Besides variations in subsurface water storage (active layer) changes in the surface water storage can have a noticeable impact on the total water mass variation. Surface water storage variations include changes in the inundation extent and the water-level height. Frappart et al. (2010) combined altimetry data with a multi-satellite inundation data set over the Lower Ob Basin. They showed large inter-annual variations in the surface water storage ranging from 40 to 140 km\(^{3}\) (4–14 cm in EWH) over the time period from 1993 to 2004. For the Lena Basin inter-annual variations in spring inundations show a lower variability than for the Ob Basin (Papa et al. 2008). The inundation extent is largest for the months of June and July. In these months the water inundates an area of 40,000 km\(^{2}\) corresponding to about 2 % of the Lena Basin surface. The inundation extent in the Lena Basin shows an inter-annual variability of about 30 % (Papa et al. 2008).

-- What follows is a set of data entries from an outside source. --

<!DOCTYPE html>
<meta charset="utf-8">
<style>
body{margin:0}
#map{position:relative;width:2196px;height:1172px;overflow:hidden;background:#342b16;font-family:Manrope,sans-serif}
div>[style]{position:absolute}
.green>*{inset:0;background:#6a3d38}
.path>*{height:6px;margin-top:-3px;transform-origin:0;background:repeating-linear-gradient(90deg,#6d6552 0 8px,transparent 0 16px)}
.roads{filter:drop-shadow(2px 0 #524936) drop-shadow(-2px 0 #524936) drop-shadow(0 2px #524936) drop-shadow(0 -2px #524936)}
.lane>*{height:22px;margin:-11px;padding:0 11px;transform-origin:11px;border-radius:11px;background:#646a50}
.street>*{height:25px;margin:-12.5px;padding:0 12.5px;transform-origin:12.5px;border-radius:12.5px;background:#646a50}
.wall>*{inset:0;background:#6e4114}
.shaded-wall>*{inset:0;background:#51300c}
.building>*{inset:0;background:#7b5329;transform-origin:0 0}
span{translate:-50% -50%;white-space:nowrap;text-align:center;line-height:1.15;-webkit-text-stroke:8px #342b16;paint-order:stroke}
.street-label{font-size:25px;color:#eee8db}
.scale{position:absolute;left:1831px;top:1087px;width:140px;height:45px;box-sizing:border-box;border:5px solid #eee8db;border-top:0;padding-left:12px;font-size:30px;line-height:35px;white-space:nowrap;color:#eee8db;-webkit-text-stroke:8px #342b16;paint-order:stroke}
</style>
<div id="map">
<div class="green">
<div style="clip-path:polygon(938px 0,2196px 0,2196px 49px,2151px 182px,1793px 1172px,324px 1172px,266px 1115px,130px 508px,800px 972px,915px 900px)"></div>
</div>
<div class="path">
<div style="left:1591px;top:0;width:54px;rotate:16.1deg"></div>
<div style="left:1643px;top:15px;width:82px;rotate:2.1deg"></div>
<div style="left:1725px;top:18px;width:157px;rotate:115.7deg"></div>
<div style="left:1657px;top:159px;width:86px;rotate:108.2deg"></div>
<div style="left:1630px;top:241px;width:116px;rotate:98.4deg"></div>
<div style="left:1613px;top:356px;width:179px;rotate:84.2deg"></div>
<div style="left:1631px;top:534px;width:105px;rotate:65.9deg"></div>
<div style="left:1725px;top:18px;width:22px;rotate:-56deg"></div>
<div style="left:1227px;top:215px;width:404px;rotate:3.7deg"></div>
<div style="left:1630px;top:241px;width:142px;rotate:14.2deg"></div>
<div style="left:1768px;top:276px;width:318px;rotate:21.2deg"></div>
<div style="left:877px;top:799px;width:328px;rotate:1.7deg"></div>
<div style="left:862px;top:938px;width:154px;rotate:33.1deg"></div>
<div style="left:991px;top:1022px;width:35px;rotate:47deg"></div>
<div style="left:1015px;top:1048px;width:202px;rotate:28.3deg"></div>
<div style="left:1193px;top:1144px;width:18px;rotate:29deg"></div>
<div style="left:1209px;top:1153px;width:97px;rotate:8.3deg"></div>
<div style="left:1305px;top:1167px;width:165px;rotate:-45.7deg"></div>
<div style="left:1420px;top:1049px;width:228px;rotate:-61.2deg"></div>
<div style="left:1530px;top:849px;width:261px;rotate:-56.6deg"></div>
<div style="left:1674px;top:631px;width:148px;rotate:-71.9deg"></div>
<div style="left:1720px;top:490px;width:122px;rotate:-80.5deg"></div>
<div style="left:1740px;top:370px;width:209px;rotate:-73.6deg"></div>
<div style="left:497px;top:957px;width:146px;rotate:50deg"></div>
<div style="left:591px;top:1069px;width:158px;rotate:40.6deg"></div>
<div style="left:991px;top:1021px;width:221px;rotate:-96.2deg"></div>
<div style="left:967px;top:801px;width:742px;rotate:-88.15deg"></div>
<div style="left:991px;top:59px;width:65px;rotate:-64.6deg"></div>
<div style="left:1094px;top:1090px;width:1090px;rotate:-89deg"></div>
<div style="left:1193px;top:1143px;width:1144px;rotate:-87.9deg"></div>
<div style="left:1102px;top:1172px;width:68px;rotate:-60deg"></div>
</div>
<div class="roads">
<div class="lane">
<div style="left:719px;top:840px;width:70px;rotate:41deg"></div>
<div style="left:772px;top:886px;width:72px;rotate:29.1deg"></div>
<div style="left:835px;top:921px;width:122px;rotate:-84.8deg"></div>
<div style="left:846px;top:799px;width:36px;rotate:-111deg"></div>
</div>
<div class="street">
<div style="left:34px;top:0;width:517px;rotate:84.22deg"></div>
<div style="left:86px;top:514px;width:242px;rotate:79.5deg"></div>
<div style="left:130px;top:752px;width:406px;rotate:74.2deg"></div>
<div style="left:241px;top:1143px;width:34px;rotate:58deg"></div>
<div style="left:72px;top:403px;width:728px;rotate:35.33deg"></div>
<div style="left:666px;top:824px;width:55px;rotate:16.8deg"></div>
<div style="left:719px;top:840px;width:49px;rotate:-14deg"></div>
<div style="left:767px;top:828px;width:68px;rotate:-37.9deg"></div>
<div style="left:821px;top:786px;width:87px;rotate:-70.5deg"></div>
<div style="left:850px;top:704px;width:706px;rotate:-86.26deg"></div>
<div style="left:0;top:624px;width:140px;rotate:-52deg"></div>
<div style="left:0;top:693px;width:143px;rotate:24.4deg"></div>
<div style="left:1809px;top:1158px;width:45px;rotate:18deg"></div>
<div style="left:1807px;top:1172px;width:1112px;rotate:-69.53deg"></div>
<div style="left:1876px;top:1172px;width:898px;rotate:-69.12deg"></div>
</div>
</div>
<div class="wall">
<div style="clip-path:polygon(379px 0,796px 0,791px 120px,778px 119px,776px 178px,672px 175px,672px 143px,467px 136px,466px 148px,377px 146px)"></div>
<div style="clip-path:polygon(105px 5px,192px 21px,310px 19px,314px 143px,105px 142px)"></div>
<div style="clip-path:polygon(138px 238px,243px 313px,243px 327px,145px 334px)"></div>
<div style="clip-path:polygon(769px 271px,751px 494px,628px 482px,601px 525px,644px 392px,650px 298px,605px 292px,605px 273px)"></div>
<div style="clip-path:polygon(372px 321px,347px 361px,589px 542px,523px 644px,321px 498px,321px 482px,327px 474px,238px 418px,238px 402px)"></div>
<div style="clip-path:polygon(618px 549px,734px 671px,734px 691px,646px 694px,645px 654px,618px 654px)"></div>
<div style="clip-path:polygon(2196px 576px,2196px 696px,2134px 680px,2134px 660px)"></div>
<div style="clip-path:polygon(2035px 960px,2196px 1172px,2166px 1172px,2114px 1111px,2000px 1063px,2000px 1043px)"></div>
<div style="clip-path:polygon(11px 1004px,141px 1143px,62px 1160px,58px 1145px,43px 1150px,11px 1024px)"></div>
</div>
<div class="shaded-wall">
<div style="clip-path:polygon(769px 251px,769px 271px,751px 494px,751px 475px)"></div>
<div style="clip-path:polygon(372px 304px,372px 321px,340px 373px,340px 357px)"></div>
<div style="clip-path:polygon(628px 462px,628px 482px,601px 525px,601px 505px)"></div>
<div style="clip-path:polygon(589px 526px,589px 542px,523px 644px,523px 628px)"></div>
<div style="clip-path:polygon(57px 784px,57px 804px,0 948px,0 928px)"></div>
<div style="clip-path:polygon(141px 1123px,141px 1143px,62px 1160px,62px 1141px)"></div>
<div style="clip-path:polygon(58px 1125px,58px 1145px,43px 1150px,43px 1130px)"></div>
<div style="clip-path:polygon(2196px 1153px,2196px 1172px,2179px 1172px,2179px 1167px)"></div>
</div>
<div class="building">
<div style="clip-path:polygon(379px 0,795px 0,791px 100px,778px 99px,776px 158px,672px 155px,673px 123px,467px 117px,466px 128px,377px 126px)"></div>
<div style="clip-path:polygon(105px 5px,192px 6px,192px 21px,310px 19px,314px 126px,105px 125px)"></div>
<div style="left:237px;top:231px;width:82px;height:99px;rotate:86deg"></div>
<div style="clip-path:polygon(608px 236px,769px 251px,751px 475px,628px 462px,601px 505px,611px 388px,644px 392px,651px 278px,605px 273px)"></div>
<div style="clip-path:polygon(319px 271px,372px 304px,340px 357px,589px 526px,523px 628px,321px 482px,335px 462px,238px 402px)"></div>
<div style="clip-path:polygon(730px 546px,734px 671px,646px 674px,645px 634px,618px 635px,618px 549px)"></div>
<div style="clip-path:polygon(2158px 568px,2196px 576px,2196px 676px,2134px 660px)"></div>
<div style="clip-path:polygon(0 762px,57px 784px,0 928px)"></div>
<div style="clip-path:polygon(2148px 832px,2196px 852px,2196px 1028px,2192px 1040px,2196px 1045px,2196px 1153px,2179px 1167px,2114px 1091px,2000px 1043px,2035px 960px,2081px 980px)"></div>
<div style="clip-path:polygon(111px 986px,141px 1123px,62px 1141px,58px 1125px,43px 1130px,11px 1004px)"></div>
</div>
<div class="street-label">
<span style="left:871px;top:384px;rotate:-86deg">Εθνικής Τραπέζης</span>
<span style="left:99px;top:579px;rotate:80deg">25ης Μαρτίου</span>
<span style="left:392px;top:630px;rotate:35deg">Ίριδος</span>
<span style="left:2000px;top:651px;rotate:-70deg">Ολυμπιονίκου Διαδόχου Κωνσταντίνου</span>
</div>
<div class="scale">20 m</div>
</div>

Besides inundations, the development of thermokarst lakes is one phenomena which influences the surface water storage. In particular in the Lena watershed, thermokarst lakes are an important component of the permafrost landscape and can cover up to 40 % of the land surface (Brouchkov et al. 2004). Thermokarst lakes are created by partial thawing of the permafrost followed by a compaction of the soil and ground subsidence. Precipitation accumulates in the thermokarst basins and forms lakes. This reduces run-off and increases the surface water storage. The thermokarst lakes can reach diameters from several hundreds of metres to tens of kilometres. Kravtsova and Bystrova (2009) studied variations in thermokarst lake size using multi-temporal Landsat images. For central Yakutia they mapped the development of new lakes through the filling of thermokarst depressions with water and showed a doubling of the lake areas between 1970 and 2000.

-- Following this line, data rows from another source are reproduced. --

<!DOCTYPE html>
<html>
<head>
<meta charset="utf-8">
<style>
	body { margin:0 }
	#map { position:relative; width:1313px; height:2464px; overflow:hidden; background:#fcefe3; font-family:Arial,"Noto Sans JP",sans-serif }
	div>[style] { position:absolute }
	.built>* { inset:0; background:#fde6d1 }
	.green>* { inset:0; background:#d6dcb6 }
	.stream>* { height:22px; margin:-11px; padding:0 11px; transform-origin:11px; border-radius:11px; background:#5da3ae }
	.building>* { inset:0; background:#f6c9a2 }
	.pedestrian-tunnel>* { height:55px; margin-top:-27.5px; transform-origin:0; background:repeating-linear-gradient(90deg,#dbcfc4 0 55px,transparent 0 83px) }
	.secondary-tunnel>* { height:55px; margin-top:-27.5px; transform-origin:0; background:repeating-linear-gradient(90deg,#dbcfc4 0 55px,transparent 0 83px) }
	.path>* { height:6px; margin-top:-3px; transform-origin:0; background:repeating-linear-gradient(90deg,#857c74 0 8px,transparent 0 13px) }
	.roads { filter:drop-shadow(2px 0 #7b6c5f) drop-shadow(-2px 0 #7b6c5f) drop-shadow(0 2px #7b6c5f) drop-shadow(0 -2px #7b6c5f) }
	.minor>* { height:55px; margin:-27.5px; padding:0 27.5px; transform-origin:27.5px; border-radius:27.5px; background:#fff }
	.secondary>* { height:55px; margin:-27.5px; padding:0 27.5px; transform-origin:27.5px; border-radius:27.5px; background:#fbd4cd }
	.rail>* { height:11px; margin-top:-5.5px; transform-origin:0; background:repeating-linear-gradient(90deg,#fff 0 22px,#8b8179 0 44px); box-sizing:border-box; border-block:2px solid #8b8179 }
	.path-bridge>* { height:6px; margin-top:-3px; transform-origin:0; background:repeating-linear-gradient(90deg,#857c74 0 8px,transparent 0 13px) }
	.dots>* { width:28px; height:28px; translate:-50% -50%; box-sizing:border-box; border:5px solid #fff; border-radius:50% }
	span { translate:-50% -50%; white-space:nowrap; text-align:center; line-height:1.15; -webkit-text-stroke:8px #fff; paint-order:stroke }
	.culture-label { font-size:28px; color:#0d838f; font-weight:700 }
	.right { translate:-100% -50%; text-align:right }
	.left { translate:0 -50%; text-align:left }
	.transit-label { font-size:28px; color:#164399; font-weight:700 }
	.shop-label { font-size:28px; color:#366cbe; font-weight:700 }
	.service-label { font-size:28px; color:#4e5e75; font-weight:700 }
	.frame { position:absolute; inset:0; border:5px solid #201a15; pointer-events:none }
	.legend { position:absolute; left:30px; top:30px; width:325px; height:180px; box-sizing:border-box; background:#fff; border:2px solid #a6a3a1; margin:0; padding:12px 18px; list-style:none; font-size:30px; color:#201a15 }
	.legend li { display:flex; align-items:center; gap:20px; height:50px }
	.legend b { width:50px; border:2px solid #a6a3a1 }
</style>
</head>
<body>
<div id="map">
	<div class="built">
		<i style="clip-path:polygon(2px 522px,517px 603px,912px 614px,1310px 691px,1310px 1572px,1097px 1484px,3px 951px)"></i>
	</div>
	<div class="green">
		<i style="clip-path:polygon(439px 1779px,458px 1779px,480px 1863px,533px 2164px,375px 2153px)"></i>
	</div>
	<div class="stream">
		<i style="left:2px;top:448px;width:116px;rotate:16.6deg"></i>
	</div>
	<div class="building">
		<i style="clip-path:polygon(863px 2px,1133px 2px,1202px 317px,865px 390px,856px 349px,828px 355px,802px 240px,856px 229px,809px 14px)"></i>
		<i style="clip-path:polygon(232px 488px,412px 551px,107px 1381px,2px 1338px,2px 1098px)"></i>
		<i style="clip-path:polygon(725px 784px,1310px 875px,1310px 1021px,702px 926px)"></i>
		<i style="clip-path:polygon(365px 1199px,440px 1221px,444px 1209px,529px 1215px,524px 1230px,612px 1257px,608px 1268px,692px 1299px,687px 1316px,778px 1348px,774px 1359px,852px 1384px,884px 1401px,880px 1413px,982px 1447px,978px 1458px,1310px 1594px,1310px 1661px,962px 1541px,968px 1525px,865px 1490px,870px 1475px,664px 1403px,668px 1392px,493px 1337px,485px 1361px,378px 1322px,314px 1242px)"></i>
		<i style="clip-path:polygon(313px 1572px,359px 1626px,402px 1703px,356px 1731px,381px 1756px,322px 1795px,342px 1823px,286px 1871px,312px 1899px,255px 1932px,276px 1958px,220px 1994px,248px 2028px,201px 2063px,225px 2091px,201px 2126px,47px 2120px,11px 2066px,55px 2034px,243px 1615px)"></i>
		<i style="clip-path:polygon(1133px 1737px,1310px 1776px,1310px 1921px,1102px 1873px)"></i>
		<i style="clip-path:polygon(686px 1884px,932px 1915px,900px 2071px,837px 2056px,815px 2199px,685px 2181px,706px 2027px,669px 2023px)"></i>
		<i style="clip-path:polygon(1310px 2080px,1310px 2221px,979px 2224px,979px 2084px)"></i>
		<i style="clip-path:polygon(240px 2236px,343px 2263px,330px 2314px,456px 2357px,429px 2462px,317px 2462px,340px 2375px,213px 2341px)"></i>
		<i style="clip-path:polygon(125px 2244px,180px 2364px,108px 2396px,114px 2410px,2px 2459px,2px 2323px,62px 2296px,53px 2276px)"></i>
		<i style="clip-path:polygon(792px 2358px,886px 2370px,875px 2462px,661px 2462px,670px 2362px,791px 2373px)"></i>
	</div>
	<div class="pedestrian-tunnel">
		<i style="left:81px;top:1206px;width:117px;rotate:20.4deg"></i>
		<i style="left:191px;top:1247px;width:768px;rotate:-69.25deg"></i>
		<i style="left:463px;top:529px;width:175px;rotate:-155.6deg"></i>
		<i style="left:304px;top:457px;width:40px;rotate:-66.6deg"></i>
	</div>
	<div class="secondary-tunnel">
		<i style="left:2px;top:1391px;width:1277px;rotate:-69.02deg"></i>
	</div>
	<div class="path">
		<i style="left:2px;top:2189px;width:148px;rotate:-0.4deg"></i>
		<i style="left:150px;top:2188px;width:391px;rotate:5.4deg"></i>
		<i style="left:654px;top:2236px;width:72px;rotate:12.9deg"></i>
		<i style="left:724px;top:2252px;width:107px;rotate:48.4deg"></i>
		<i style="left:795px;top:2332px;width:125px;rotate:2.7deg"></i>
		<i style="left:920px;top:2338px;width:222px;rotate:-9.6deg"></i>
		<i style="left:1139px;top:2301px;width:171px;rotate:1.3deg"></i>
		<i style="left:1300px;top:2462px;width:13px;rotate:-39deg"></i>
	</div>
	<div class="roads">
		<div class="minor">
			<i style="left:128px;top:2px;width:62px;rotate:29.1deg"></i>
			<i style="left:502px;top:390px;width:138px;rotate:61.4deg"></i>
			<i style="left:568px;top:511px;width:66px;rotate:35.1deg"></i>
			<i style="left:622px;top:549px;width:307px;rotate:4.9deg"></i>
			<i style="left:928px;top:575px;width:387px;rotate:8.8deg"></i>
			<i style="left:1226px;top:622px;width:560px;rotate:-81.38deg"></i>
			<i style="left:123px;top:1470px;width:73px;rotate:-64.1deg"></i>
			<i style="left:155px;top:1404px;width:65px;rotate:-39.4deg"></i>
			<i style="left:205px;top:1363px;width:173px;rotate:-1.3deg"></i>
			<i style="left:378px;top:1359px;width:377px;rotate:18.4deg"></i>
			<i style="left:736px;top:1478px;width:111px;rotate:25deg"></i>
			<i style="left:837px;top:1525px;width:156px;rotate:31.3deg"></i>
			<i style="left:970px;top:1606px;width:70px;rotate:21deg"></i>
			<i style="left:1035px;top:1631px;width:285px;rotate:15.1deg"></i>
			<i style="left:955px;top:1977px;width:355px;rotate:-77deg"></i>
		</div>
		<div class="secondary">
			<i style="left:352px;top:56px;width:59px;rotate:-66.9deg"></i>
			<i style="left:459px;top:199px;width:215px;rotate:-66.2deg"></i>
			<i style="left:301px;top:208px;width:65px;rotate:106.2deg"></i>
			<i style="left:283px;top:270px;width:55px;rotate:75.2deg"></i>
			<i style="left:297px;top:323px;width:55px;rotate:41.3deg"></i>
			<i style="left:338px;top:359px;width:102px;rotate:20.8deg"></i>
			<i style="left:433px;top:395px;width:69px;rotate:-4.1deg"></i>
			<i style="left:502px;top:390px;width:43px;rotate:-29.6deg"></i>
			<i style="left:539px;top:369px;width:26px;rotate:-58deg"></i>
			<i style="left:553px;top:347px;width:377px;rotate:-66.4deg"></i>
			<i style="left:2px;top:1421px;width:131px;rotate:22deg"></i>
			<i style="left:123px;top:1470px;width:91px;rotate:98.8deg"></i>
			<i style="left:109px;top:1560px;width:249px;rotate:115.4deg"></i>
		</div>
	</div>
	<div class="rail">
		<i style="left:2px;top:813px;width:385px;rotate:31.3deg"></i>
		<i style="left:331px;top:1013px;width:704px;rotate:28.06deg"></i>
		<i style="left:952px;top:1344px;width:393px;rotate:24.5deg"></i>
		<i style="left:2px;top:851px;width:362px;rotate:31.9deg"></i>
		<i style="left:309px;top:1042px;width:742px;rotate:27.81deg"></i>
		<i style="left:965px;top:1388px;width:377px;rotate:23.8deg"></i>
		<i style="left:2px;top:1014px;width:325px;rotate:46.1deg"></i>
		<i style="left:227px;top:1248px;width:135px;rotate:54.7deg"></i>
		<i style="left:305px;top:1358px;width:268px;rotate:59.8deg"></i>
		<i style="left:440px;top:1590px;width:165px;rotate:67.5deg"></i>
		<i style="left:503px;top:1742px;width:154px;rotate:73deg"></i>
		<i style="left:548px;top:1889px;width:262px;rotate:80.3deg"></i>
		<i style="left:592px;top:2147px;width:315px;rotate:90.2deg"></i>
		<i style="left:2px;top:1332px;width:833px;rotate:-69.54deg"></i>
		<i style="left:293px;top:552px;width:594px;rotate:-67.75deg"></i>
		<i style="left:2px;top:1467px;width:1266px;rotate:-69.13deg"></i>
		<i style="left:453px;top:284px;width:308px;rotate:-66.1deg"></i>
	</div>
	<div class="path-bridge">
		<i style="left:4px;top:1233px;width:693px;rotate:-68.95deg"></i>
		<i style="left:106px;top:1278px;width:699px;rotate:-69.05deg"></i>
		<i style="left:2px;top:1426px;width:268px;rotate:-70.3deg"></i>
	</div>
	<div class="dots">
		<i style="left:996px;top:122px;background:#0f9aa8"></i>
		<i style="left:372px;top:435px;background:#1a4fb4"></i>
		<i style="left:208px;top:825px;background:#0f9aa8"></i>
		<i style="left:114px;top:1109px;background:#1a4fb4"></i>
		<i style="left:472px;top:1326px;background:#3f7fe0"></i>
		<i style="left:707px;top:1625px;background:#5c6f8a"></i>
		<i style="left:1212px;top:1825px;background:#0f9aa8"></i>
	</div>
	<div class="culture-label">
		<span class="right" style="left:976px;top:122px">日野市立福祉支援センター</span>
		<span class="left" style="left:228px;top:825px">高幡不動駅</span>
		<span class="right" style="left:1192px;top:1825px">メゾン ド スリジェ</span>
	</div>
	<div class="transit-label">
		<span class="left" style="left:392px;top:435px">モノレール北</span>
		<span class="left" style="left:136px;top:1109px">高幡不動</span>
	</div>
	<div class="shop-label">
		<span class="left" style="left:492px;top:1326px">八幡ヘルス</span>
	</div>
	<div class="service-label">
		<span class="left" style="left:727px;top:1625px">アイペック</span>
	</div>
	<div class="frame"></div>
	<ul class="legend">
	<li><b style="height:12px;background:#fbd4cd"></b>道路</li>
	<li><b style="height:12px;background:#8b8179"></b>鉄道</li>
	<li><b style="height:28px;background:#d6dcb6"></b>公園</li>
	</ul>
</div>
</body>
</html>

Other possible effects for surface water storage changes could result from variations in the level of existing natural lakes or artificial reservoirs. Lee et al. (2011) studied the lake-level variations in permafrost regions using altimetry data. They showed well the positive response of the water level to the precipitation amount for two lakes in Canada and on the Tibetan Plateau. The land surface of central Siberia is covered by thousands of lakes. The effects of lake-level change and filling of new thermokarst basins with water have a considerable effect on the surface water storage. The exact quantification of changes in surface water storage is subject to further research.

5 Conclusions

For the Yakutsk region, GRACE observations show a strong non-linear inter-annual signal which can be approached by an quadratic term. For the period from 2003 to 2007, the Yakutsk region experiences a mass increase of \(11.5\pm 6.5\) mm/year and from 2007 to 2011 a mass decrease of \(-17.6 \pm 4.0\) mm/year (GFZ solution). For the whole observation period (2003–2011) no significant mass trend is visible.

Our literature research on the ice history over Siberia reveals no large-scale ice sheets during the LGM. Additionally, no GIA effect on the mass signal can be found in central Siberia when applying the two ice models RSES and ICE-5G and carrying out the GIA modelling for different lithospheric thicknesses.

Possible mass contributions from inter-annual variation in the atmospheric mass which might not be considered by the atmospheric model applied in the standard processing can also be ruled out. As atmospheric and GIA effects can be excluded for the observed mass changes, we can completely attribute the mass changes to hydrological variations.

The inter-annual water storage variations are mainly related to strong precipitation events which occurred in the winter 2006/2007. The increased precipitation seems to lead to an increase in soil moisture. The quantification of the surface water storage in lakes and changes in subsurface water storage such as soil moisture variations and talik formation need to be further studied.

Longer GRACE time series are necessary to answer if the mass decrease from 2007 onward continues, as well as if it is an indication for long-term changes in the permafrost water storage or if the decrease is rather part of an inter-annual signal.